◆ **Record extracts**:
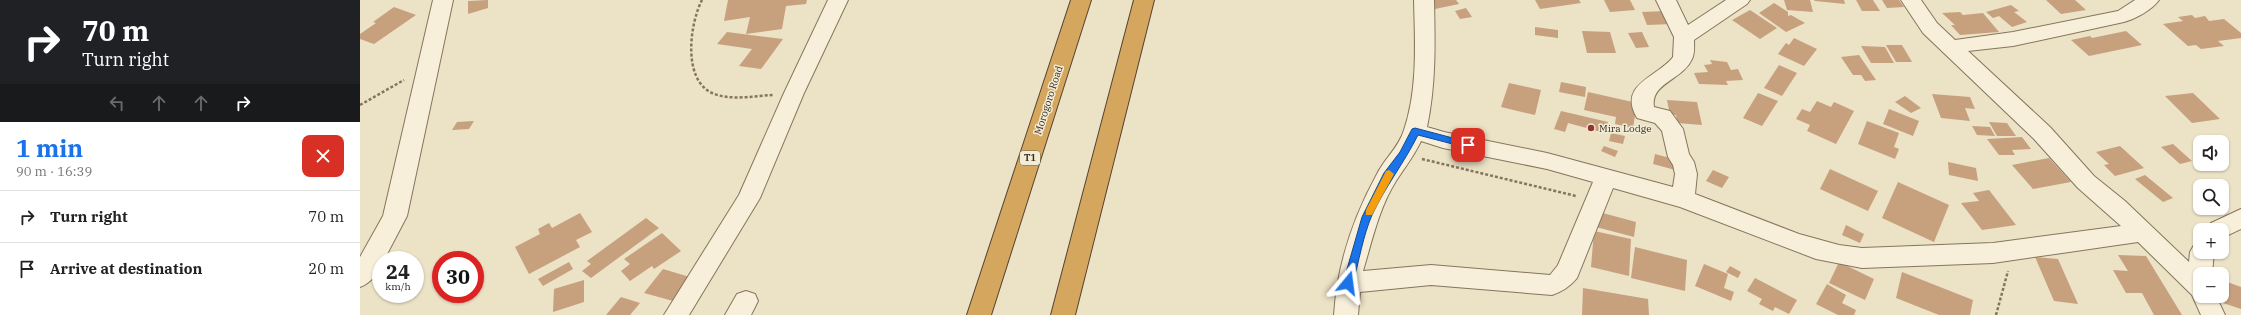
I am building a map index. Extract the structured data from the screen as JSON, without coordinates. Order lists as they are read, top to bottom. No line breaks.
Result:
{"streets":{"highway":["Morogoro Road","T1"]},"places":["Mira Lodge"],"page":{"turn":["70 m","Turn right"],"heading":["1 min","90 m · 16:39"],"map_buttons":["+","−"],"list":[{"name":"Turn right","value":"70 m"},{"name":"Arrive at destination","value":"20 m"}],"speed":"24 km/h","limit":"30"}}
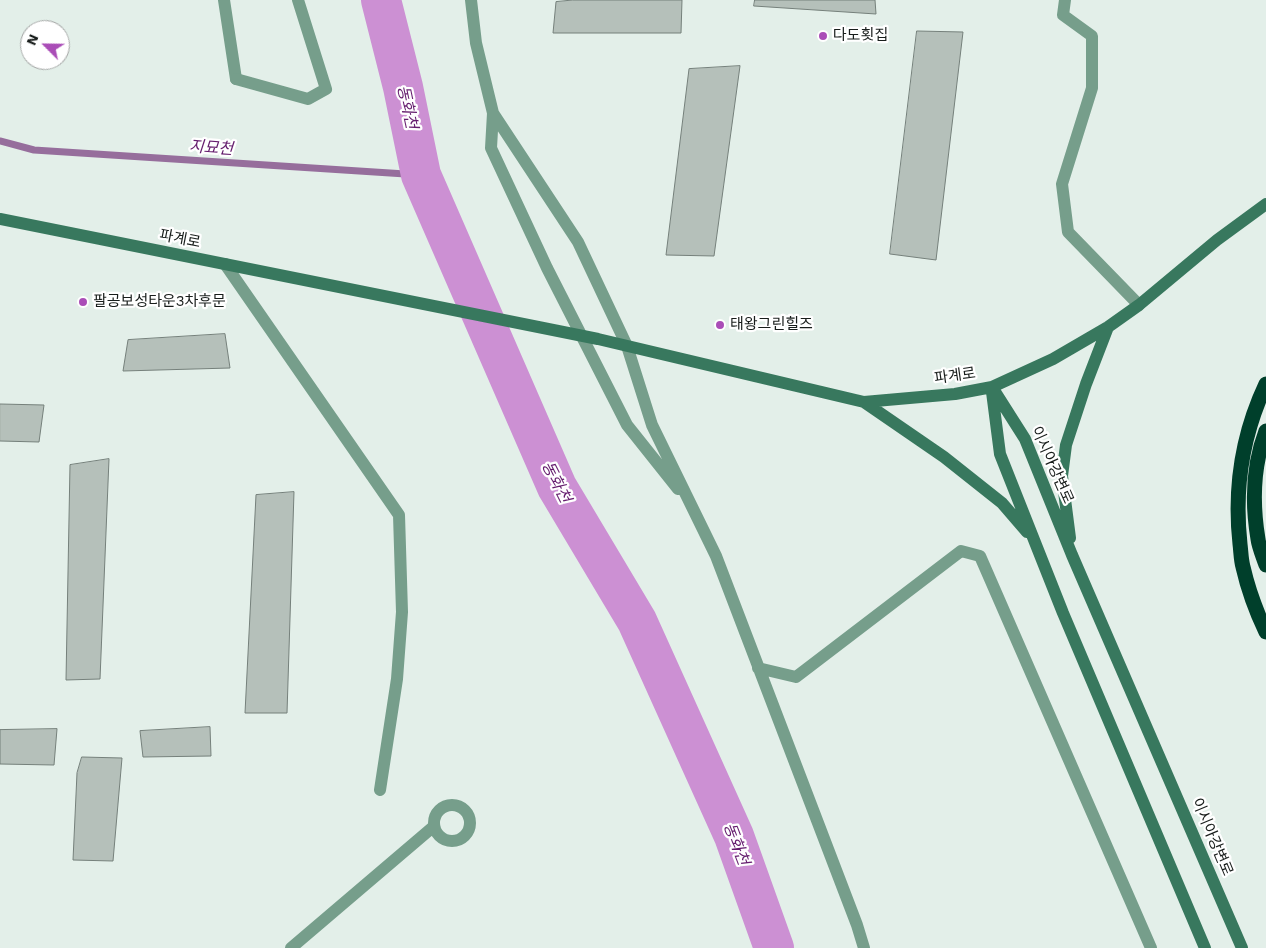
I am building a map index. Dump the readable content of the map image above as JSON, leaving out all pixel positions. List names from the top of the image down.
{
  "streets": {
    "main road": ["파계로", "이시아강변로"]
  },
  "crossings": [
    ["파계로", "이시아강변로"]
  ],
  "water": ["동화천", "지묘천"],
  "places": ["다도횟집", "팔공보성타운3차후문", "태왕그린힐즈"],
  "north": "top left"
}
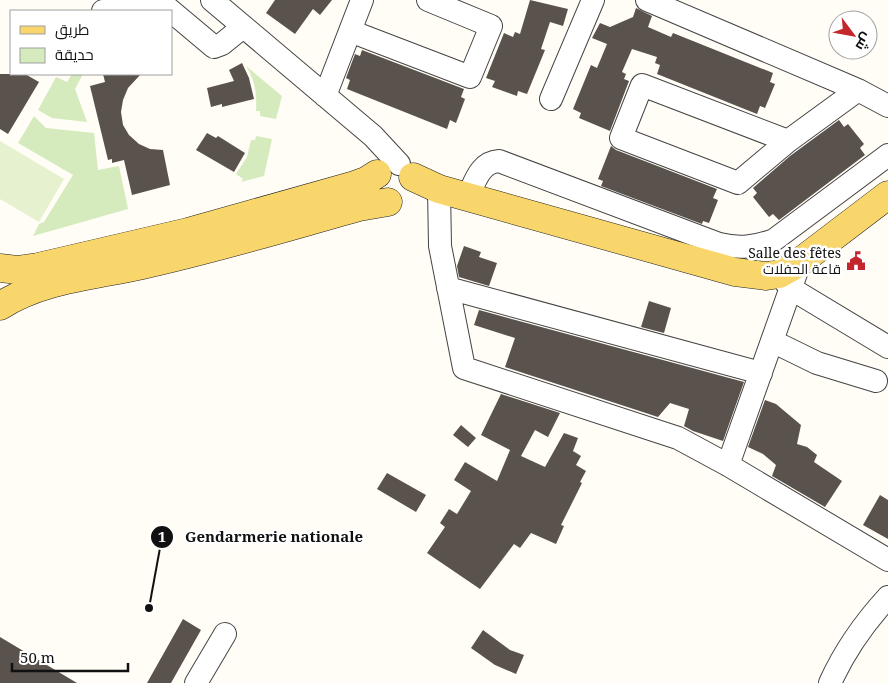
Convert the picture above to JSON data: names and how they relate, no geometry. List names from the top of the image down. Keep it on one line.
{"places":{"public building":["Salle des fêtes قاعة الحفلات"],"other":["Gendarmerie nationale"]},"legend":["طريق","حديقة"],"scale_bar":"50 m","north":"bottom right"}
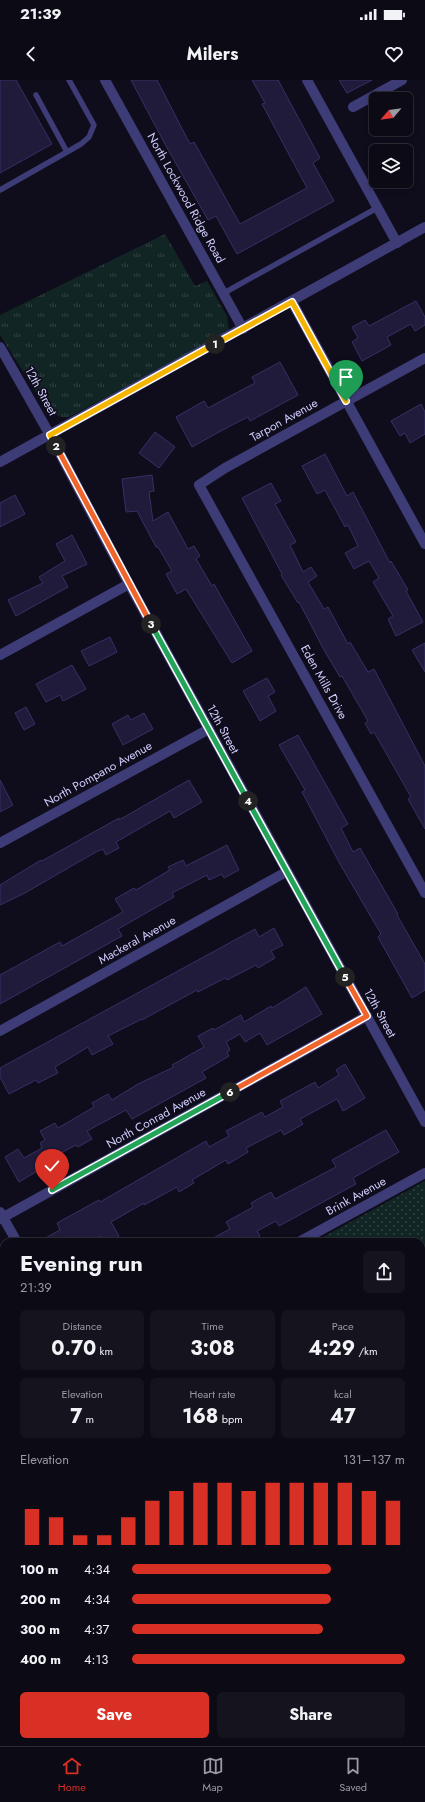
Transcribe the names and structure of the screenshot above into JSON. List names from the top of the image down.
{
  "streets": {
    "street": [
      "North Lockwood Ridge Road",
      "12th Street",
      "Tarpon Avenue",
      "Eden Mills Drive",
      "North Pompano Avenue",
      "Mackeral Avenue",
      "North Conrad Avenue",
      "Brink Avenue"
    ]
  },
  "crossings": [
    ["12th Street", "North Pompano Avenue"],
    ["12th Street", "Mackeral Avenue"],
    ["12th Street", "North Conrad Avenue"],
    ["Tarpon Avenue", "Eden Mills Drive"]
  ],
  "north": "bottom left",
  "page": {
    "status": "21:39",
    "header": "Milers",
    "pins": [
      "1",
      "2",
      "3",
      "4",
      "5",
      "6"
    ],
    "heading": ["Evening run", "21:39"],
    "stats": [
      ["Distance", "0.70 km"],
      ["Time", "3:08"],
      ["Pace", "4:29 /km"],
      ["Elevation", "7 m"],
      ["Heart rate", "168 bpm"],
      ["kcal", "47"]
    ],
    "chart": ["Elevation", "131–137 m"],
    "list": [
      {
        "name": "100 m",
        "note": "4:34"
      },
      {
        "name": "200 m",
        "note": "4:34"
      },
      {
        "name": "300 m",
        "note": "4:37"
      },
      {
        "name": "400 m",
        "note": "4:13"
      }
    ],
    "buttons": ["Save", "Share"],
    "tabs": ["Home", "Map", "Saved"]
  }
}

◆ **Task to carry out**:
A faithful, word-for-word version of the records above is needed, with no images in it.

◆ **Written response**:
I am building a map index. Extract the structured data from the screen as JSON, without coordinates. Order lists as they are read, top to bottom. No line breaks.
Result:
{"streets":{"highway":["Morogoro Road","T1"]},"places":["Mira Lodge"],"page":{"turn":["70 m","Turn right"],"heading":["1 min","90 m · 16:39"],"map_buttons":["+","−"],"list":[{"name":"Turn right","value":"70 m"},{"name":"Arrive at destination","value":"20 m"}],"speed":"24 km/h","limit":"30"}}
I am building a map index. Dump the readable content of the map image above as JSON, leaving out all pixel positions. List names from the top of the image down.
{
  "streets": {
    "main road": ["파계로", "이시아강변로"]
  },
  "crossings": [
    ["파계로", "이시아강변로"]
  ],
  "water": ["동화천", "지묘천"],
  "places": ["다도횟집", "팔공보성타운3차후문", "태왕그린힐즈"],
  "north": "top left"
}
Convert the picture above to JSON data: names and how they relate, no geometry. List names from the top of the image down. Keep it on one line.
{"places":{"public building":["Salle des fêtes قاعة الحفلات"],"other":["Gendarmerie nationale"]},"legend":["طريق","حديقة"],"scale_bar":"50 m","north":"bottom right"}
Transcribe the names and structure of the screenshot above into JSON. List names from the top of the image down.
{
  "streets": {
    "street": [
      "North Lockwood Ridge Road",
      "12th Street",
      "Tarpon Avenue",
      "Eden Mills Drive",
      "North Pompano Avenue",
      "Mackeral Avenue",
      "North Conrad Avenue",
      "Brink Avenue"
    ]
  },
  "crossings": [
    ["12th Street", "North Pompano Avenue"],
    ["12th Street", "Mackeral Avenue"],
    ["12th Street", "North Conrad Avenue"],
    ["Tarpon Avenue", "Eden Mills Drive"]
  ],
  "north": "bottom left",
  "page": {
    "status": "21:39",
    "header": "Milers",
    "pins": [
      "1",
      "2",
      "3",
      "4",
      "5",
      "6"
    ],
    "heading": ["Evening run", "21:39"],
    "stats": [
      ["Distance", "0.70 km"],
      ["Time", "3:08"],
      ["Pace", "4:29 /km"],
      ["Elevation", "7 m"],
      ["Heart rate", "168 bpm"],
      ["kcal", "47"]
    ],
    "chart": ["Elevation", "131–137 m"],
    "list": [
      {
        "name": "100 m",
        "note": "4:34"
      },
      {
        "name": "200 m",
        "note": "4:34"
      },
      {
        "name": "300 m",
        "note": "4:37"
      },
      {
        "name": "400 m",
        "note": "4:13"
      }
    ],
    "buttons": ["Save", "Share"],
    "tabs": ["Home", "Map", "Saved"]
  }
}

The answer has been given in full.